As the Death Row ship was sinking, Snoop Dogg bailed, heading over to the new bastion of street cred, No Limit Records.
Master P had worked his way to the top of the charts by giving the people what they wanted -- straight-up gangsta, with no frills, creativity, or substance.
It was all a little rawer (actually, just cheaper) than Death Row's productions, but there was no denying that they knew what sold, and it seemed as if Snoop was making No Limit legitimate in the eyes of the mainstream world.
Master P is a master marketer, and he knows how to reshape everyone on his roster into good No Limit soldiers.
And that's precisely what Snoop Dogg is on Da Game Is to Be Sold, Not to Be Told, his third album proper and first for No Limit.
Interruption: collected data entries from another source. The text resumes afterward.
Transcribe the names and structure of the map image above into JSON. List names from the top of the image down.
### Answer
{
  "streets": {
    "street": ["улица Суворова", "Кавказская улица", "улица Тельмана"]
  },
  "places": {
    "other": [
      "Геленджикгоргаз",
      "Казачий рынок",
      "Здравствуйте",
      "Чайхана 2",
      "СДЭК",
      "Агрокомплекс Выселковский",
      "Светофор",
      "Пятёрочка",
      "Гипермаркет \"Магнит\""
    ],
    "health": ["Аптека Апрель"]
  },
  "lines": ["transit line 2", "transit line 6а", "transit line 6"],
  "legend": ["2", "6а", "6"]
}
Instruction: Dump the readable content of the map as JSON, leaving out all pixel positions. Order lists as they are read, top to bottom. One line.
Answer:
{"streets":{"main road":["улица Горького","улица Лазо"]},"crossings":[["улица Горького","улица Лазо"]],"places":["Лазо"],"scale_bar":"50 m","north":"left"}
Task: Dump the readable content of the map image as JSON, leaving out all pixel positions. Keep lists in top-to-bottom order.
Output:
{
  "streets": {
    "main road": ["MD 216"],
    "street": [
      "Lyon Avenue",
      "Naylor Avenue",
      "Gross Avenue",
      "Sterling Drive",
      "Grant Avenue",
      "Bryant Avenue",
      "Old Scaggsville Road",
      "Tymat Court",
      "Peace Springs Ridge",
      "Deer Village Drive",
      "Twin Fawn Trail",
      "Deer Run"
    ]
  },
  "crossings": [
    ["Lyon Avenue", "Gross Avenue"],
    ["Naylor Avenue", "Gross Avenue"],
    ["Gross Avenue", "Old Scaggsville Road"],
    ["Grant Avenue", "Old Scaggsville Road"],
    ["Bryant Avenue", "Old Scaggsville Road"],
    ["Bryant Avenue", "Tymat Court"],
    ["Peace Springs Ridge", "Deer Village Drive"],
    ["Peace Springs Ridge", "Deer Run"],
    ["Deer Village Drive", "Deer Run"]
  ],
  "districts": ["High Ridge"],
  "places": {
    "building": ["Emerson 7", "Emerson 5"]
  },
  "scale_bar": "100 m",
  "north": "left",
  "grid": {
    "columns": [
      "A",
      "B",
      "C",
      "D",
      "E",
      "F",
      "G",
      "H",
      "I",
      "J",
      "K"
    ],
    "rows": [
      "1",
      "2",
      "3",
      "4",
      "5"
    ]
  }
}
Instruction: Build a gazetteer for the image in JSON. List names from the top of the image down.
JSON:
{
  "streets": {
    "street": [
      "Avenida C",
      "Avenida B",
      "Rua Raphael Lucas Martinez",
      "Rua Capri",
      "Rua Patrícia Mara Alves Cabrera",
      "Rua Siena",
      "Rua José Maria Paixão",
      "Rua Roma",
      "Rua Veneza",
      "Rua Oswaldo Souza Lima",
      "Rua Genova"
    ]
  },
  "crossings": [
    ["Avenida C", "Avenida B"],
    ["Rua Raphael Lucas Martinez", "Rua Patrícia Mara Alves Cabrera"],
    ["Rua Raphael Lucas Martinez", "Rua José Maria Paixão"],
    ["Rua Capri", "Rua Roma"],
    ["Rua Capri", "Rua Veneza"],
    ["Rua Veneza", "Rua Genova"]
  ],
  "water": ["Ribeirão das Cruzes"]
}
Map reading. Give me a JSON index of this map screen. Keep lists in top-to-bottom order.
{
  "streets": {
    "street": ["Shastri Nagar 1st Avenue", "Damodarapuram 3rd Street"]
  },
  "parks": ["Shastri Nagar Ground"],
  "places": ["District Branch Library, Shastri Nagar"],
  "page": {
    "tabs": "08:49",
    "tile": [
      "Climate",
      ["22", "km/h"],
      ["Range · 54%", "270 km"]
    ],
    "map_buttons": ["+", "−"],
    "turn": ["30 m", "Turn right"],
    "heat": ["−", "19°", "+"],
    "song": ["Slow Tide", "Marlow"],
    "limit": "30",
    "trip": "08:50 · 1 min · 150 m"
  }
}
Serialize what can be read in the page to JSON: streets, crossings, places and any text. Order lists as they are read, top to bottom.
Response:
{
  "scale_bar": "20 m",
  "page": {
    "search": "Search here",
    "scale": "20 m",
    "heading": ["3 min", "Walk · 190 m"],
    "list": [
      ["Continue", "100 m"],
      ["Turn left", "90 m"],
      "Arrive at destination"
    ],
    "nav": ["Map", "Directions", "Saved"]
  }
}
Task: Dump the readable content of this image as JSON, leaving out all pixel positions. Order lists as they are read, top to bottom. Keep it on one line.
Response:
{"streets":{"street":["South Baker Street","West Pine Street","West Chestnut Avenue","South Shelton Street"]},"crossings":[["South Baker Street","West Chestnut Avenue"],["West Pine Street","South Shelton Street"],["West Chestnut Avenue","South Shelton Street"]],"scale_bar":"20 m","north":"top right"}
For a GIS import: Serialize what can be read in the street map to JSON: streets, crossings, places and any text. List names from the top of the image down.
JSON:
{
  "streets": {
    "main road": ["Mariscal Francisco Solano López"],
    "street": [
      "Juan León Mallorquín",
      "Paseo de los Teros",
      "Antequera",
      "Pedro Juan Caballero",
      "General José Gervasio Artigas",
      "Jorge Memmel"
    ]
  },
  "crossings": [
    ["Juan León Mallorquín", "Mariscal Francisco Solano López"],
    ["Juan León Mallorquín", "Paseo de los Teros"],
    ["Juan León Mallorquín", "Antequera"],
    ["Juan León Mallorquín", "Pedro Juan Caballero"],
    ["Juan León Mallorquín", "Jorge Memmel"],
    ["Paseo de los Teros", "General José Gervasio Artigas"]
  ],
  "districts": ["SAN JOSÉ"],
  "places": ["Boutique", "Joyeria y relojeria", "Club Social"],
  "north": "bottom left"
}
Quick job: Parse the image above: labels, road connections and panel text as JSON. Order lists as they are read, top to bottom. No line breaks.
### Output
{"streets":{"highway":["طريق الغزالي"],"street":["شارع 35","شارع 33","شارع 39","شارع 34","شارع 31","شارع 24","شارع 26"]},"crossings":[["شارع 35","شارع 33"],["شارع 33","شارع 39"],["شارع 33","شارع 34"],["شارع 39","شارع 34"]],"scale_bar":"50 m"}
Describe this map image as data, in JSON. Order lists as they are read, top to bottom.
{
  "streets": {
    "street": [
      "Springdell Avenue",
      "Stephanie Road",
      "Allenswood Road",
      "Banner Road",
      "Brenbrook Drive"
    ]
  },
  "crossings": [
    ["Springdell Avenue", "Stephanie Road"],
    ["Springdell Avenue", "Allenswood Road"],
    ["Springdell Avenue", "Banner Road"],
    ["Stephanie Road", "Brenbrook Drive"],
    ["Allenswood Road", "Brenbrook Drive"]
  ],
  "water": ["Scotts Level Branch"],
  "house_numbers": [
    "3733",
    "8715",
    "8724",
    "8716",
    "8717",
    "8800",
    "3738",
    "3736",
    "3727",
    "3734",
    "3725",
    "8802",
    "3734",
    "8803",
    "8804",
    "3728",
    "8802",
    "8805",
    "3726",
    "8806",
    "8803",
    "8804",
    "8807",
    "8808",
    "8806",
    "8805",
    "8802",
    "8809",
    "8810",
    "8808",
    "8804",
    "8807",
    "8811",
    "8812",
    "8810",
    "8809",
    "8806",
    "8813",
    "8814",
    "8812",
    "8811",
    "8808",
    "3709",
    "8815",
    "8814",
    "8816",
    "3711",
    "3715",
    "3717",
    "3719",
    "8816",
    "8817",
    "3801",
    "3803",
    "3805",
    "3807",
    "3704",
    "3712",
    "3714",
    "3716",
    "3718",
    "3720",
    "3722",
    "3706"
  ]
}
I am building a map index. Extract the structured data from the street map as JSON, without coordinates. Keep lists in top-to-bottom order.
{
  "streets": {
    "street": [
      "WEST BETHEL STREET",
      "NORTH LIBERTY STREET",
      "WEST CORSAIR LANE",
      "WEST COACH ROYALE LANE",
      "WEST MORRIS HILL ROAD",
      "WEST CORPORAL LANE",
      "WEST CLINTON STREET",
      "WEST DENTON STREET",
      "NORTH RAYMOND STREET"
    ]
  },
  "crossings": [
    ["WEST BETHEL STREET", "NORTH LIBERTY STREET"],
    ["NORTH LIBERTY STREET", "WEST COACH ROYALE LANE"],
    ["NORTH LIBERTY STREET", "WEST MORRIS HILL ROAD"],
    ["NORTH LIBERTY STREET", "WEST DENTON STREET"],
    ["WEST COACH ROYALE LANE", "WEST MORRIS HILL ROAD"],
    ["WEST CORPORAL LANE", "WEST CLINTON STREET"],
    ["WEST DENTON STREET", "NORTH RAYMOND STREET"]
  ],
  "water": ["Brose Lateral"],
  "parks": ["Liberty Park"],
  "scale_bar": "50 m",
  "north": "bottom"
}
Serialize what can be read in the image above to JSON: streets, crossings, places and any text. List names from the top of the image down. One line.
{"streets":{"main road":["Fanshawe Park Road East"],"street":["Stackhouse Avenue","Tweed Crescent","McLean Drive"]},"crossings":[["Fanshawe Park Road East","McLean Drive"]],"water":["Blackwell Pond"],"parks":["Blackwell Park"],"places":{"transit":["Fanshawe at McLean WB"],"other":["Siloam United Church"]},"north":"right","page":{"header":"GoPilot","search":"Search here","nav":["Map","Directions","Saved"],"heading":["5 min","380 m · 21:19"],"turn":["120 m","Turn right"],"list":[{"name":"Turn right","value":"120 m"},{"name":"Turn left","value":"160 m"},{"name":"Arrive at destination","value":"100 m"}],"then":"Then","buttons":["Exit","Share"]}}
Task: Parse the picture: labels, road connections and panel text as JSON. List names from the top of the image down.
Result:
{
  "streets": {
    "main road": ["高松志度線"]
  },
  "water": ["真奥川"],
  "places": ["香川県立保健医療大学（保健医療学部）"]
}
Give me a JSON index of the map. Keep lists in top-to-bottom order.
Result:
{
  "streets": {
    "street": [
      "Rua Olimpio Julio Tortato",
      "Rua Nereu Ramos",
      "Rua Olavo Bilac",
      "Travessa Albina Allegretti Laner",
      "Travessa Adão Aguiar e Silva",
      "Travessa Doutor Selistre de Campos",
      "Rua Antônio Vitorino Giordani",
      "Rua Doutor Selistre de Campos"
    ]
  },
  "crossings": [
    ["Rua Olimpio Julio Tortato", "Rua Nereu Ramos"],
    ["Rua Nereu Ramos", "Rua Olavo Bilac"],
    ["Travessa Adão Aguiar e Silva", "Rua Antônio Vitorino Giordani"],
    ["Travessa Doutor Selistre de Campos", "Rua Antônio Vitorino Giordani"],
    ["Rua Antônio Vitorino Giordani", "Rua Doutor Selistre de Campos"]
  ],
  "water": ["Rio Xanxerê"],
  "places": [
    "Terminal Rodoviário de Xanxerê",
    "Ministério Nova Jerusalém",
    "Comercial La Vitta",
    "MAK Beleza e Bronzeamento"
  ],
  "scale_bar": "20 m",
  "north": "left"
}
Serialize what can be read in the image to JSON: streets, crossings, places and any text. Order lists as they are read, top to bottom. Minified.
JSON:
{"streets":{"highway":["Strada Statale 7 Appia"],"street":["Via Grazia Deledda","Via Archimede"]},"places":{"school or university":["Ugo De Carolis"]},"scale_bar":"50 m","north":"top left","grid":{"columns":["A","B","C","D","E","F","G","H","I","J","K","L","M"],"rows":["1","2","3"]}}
There are a few concessions to G-funk scattered throughout the record, but by and large, Beats by the Pound and P give Snoop a set of standard No Limit backing tracks and have him do the No Limit dance -- record a long-winded, monotonous album, filled with "interpolations" of '80s soul and rap songs, and loaded with No Limit cameos.
But there's one crucial difference: unlike most of Master P's grunts, Snoop has style, miles and miles of style.
His loose, languid delivery is positively enthralling, which makes it all the more frustrating when No Limit hacks interrupt the flow.
That happens on almost all of the tracks -- only a handful are Snoop alone, and those illustrate that he can, on occasion, turn bland music into something interesting.
Still, they can't excuse the banality of Da Game Is to Be Sold, Not to Be Told.
Signing to No Limit might have preserved Snoop Dogg's street cred, but it ruined his creativity.